# [Task details]
Set out exactly every line of the entries below, starting at the line that holds "border:2px solid #111;" and stopping after the line that holds "position:absolute; display:grid; place-items:center;".

**** Material to process

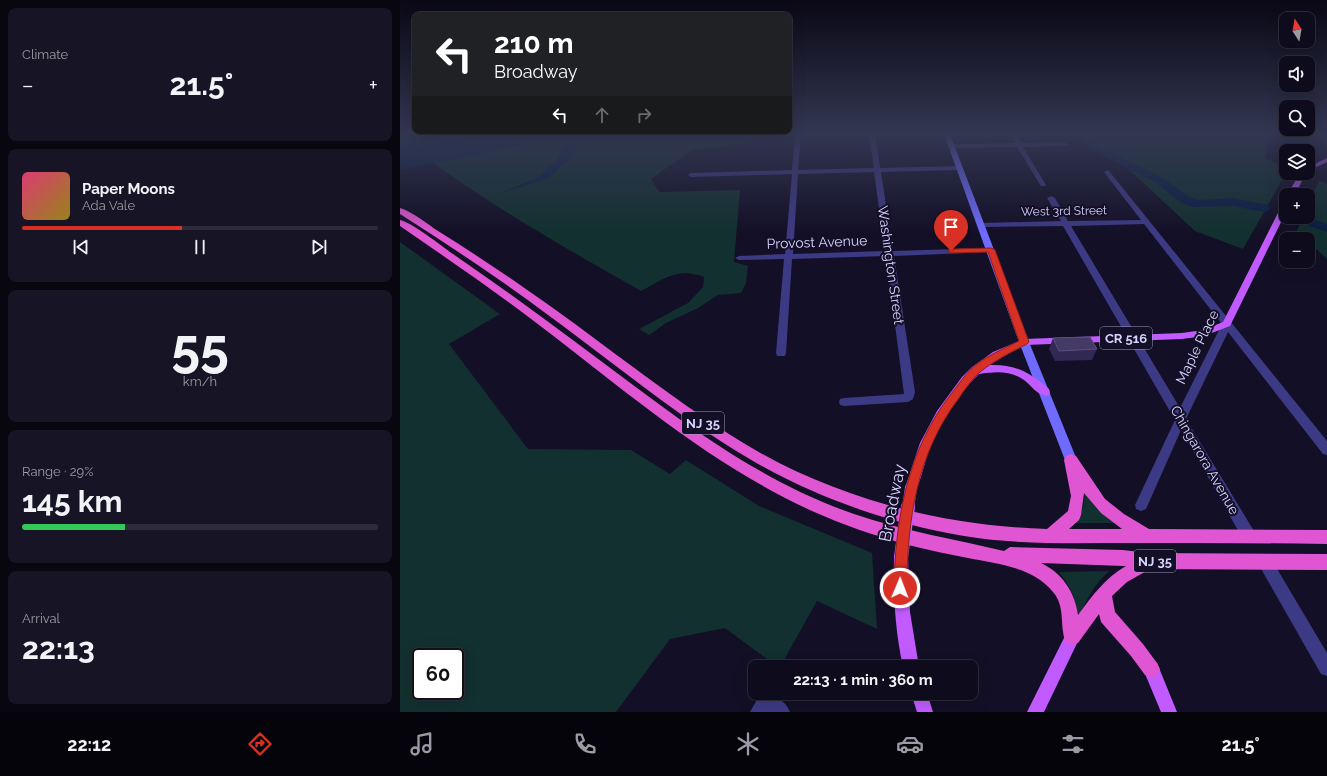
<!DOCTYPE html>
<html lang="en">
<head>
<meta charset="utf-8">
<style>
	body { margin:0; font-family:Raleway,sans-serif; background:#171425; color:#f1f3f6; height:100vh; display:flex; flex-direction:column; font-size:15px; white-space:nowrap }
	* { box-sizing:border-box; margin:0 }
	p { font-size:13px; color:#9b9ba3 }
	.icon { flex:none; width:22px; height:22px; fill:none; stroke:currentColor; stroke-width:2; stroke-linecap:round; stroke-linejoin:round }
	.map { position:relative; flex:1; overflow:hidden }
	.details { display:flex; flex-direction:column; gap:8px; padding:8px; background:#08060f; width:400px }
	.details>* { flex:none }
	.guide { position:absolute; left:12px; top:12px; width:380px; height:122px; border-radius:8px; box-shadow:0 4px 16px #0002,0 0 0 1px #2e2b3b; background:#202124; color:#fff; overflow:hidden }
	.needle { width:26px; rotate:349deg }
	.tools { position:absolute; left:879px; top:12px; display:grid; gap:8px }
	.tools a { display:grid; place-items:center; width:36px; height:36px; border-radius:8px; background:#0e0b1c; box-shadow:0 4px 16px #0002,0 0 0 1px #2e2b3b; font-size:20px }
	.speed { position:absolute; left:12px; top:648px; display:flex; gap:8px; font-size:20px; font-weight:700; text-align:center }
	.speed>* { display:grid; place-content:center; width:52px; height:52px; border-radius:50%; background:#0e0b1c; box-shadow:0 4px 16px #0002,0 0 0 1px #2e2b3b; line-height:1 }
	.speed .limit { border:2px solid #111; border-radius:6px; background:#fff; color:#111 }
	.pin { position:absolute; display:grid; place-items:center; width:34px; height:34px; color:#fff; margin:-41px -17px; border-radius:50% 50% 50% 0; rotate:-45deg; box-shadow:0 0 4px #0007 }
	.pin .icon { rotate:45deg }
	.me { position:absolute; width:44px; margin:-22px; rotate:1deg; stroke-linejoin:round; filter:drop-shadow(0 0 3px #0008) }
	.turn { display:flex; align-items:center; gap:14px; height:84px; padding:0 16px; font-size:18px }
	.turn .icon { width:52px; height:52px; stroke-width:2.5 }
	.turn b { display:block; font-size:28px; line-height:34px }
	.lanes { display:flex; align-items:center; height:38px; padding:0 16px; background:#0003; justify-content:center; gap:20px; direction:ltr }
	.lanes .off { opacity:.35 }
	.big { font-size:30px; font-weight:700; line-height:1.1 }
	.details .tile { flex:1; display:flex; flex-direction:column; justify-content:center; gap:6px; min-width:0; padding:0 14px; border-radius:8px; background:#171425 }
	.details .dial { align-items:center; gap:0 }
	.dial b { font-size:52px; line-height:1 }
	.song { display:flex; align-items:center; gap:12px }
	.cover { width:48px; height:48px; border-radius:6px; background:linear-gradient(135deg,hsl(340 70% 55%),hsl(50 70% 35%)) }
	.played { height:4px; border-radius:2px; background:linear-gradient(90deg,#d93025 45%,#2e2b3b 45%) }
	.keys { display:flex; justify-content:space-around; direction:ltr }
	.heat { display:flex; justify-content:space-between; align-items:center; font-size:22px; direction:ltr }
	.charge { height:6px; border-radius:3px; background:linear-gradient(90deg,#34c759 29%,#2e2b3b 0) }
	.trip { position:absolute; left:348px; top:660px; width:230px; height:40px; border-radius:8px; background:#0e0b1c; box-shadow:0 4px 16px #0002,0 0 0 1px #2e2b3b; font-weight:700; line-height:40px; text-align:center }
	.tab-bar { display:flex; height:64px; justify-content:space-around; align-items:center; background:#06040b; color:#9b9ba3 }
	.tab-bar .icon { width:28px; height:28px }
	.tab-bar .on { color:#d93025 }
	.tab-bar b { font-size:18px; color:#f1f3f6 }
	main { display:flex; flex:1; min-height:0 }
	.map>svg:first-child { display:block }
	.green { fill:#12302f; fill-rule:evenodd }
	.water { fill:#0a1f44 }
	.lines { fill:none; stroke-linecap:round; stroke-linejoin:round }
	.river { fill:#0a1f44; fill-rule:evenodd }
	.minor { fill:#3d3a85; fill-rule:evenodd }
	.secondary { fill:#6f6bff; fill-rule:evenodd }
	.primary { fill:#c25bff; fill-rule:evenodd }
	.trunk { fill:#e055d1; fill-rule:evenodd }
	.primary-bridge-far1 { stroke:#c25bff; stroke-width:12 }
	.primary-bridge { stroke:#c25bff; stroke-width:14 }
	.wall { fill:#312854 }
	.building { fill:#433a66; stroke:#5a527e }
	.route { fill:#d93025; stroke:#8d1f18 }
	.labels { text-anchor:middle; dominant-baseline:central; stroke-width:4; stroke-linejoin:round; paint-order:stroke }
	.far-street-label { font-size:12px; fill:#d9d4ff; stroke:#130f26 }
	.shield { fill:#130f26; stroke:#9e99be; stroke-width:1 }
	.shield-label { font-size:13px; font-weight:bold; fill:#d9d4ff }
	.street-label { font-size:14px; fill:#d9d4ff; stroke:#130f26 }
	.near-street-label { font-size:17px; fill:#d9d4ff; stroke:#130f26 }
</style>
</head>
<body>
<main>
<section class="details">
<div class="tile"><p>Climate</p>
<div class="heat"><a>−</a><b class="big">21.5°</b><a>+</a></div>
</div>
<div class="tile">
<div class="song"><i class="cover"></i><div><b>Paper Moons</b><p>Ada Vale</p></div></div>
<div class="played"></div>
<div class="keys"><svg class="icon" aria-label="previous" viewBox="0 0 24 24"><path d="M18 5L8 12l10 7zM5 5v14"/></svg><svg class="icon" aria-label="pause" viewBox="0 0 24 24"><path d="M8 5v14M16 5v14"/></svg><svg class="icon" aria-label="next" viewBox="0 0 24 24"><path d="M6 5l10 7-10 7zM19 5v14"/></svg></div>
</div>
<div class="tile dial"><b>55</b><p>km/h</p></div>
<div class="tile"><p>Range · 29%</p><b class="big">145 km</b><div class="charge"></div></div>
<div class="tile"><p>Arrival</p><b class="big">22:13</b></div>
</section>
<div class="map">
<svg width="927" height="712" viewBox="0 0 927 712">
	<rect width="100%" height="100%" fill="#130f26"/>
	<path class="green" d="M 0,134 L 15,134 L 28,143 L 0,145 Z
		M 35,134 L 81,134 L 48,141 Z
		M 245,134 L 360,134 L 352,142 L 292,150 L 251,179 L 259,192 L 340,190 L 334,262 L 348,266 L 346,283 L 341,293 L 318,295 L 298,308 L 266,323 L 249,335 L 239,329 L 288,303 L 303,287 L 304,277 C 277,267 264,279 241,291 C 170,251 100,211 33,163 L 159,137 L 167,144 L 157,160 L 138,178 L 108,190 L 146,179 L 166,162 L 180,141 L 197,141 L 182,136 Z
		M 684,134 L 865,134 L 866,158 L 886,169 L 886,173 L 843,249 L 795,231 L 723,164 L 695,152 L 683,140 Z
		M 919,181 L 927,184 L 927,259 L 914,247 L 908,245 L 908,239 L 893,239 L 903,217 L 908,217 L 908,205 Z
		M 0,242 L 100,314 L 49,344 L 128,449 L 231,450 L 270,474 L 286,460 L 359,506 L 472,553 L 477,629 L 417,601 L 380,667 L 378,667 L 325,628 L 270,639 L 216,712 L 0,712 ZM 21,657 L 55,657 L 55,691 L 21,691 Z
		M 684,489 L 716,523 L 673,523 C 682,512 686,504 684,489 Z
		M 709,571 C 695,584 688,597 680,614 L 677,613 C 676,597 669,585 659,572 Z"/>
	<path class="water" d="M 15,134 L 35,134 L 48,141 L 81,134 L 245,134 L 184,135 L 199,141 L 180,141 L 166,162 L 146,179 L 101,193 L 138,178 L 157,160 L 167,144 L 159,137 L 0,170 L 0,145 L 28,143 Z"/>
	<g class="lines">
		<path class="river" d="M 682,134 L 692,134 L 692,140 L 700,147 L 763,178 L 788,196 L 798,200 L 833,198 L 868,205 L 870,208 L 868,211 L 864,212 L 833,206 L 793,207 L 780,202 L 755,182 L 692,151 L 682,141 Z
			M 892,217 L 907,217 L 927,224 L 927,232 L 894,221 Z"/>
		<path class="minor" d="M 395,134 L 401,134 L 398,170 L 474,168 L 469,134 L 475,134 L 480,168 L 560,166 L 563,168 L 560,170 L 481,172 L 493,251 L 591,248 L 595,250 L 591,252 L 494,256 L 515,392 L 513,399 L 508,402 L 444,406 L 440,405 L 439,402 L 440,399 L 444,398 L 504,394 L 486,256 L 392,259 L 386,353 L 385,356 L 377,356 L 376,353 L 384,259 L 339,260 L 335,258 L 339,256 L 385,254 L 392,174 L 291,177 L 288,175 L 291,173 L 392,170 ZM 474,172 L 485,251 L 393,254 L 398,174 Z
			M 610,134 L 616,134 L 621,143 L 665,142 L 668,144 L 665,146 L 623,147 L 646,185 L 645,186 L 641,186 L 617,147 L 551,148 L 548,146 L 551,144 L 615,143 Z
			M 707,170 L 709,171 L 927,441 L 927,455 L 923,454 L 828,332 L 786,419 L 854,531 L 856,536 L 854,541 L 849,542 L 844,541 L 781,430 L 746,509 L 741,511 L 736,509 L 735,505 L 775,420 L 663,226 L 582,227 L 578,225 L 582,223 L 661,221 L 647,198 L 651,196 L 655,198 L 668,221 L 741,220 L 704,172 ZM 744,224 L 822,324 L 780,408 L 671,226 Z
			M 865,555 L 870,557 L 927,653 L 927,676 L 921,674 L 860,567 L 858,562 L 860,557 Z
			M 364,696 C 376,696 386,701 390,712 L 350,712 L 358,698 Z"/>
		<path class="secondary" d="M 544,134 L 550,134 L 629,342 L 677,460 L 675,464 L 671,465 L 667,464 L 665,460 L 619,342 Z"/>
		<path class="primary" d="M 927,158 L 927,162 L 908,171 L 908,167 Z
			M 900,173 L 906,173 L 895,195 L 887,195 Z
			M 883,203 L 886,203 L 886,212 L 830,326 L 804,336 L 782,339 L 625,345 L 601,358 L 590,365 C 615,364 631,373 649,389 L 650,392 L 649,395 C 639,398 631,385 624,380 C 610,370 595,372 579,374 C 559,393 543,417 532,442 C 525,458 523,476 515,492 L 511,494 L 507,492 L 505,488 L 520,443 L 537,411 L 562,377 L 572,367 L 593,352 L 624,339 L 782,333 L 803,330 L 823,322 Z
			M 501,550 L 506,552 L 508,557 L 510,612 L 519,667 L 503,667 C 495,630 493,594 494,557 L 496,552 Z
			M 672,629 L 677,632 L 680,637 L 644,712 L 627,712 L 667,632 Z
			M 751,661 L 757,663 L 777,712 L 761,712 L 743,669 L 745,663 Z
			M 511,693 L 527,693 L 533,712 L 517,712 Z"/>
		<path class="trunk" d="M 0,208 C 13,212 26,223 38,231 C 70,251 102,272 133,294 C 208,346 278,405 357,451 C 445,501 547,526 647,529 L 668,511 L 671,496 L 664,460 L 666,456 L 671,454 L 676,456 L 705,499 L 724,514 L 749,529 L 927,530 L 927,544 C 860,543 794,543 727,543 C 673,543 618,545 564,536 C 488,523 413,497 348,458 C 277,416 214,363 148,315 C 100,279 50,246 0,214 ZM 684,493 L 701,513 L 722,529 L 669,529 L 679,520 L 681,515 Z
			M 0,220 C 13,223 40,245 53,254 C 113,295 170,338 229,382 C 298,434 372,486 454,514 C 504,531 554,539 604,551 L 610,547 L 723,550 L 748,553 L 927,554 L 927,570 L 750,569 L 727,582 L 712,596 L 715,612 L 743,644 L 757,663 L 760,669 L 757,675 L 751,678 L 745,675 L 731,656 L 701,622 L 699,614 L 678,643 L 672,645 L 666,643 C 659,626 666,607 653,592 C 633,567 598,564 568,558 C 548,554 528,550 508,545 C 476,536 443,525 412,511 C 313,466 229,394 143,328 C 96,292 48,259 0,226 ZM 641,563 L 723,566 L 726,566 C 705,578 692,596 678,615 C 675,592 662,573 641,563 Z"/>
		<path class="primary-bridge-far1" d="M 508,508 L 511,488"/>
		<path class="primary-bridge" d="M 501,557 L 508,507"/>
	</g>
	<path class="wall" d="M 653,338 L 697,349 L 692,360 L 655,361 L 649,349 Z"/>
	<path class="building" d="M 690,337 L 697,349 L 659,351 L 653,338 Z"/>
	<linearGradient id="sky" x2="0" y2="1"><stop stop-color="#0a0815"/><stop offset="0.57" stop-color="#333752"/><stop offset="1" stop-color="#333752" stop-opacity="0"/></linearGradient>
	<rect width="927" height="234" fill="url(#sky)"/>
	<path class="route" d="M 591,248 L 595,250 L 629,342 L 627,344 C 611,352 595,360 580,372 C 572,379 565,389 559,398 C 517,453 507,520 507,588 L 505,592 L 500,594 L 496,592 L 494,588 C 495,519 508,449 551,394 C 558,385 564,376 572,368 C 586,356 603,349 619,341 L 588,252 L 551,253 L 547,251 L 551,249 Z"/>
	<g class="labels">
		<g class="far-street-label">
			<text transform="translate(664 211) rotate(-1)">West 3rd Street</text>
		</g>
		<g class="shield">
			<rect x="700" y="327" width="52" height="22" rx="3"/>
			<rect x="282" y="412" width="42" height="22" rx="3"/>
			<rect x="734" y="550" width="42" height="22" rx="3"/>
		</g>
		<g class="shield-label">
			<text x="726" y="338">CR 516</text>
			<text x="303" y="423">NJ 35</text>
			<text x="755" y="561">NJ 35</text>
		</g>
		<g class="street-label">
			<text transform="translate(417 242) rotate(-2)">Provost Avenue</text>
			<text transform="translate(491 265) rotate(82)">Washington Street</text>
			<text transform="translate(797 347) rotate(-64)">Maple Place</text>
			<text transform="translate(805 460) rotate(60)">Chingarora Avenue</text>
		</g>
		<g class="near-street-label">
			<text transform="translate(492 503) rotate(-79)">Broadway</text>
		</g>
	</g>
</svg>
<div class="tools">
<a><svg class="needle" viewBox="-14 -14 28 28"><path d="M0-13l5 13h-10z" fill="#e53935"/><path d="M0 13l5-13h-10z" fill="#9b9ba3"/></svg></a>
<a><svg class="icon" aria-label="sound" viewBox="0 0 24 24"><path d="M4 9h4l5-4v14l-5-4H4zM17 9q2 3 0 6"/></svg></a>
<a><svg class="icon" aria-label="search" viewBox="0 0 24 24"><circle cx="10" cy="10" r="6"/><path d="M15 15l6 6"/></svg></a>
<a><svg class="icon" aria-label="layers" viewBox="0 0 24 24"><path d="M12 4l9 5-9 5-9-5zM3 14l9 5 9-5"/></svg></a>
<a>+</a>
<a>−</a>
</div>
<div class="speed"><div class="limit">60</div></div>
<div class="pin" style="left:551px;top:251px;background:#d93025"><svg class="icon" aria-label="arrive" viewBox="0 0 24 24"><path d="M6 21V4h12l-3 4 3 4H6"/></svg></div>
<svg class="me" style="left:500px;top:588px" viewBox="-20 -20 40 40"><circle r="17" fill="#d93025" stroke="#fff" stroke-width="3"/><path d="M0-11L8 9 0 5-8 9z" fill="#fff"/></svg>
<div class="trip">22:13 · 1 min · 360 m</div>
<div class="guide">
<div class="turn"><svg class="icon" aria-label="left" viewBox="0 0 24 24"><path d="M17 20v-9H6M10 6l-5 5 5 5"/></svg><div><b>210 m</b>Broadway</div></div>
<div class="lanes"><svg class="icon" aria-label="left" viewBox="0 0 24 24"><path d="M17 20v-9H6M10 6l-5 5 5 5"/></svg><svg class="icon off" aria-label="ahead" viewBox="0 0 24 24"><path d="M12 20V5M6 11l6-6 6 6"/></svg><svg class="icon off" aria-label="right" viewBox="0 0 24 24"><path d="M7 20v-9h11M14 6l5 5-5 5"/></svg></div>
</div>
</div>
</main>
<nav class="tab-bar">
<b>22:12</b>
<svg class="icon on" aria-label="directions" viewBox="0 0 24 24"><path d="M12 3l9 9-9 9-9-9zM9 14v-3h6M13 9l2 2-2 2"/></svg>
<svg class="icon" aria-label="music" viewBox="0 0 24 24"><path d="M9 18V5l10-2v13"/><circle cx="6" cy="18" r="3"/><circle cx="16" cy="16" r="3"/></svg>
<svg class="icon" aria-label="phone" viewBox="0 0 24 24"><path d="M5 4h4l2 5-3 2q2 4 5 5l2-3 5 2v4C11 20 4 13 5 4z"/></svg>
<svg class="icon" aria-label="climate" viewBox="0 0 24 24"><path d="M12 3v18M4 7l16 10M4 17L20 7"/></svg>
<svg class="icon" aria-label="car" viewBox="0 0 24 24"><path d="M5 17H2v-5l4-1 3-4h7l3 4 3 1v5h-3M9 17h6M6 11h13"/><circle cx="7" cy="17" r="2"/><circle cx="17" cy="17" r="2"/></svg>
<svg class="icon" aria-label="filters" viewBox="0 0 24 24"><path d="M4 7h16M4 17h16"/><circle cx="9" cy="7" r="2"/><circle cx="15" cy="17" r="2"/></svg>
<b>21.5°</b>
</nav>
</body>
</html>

********

# [Solution to this problem]
	.speed .limit { border:2px solid #111; border-radius:6px; background:#fff; color:#111 }
	.pin { position:absolute; display:grid; place-items:center; width:34px; height:34px; color:#fff; margin:-41px -17px; border-radius:50% 50% 50% 0; rotate:-45deg; box-shadow:0 0 4px #0007 }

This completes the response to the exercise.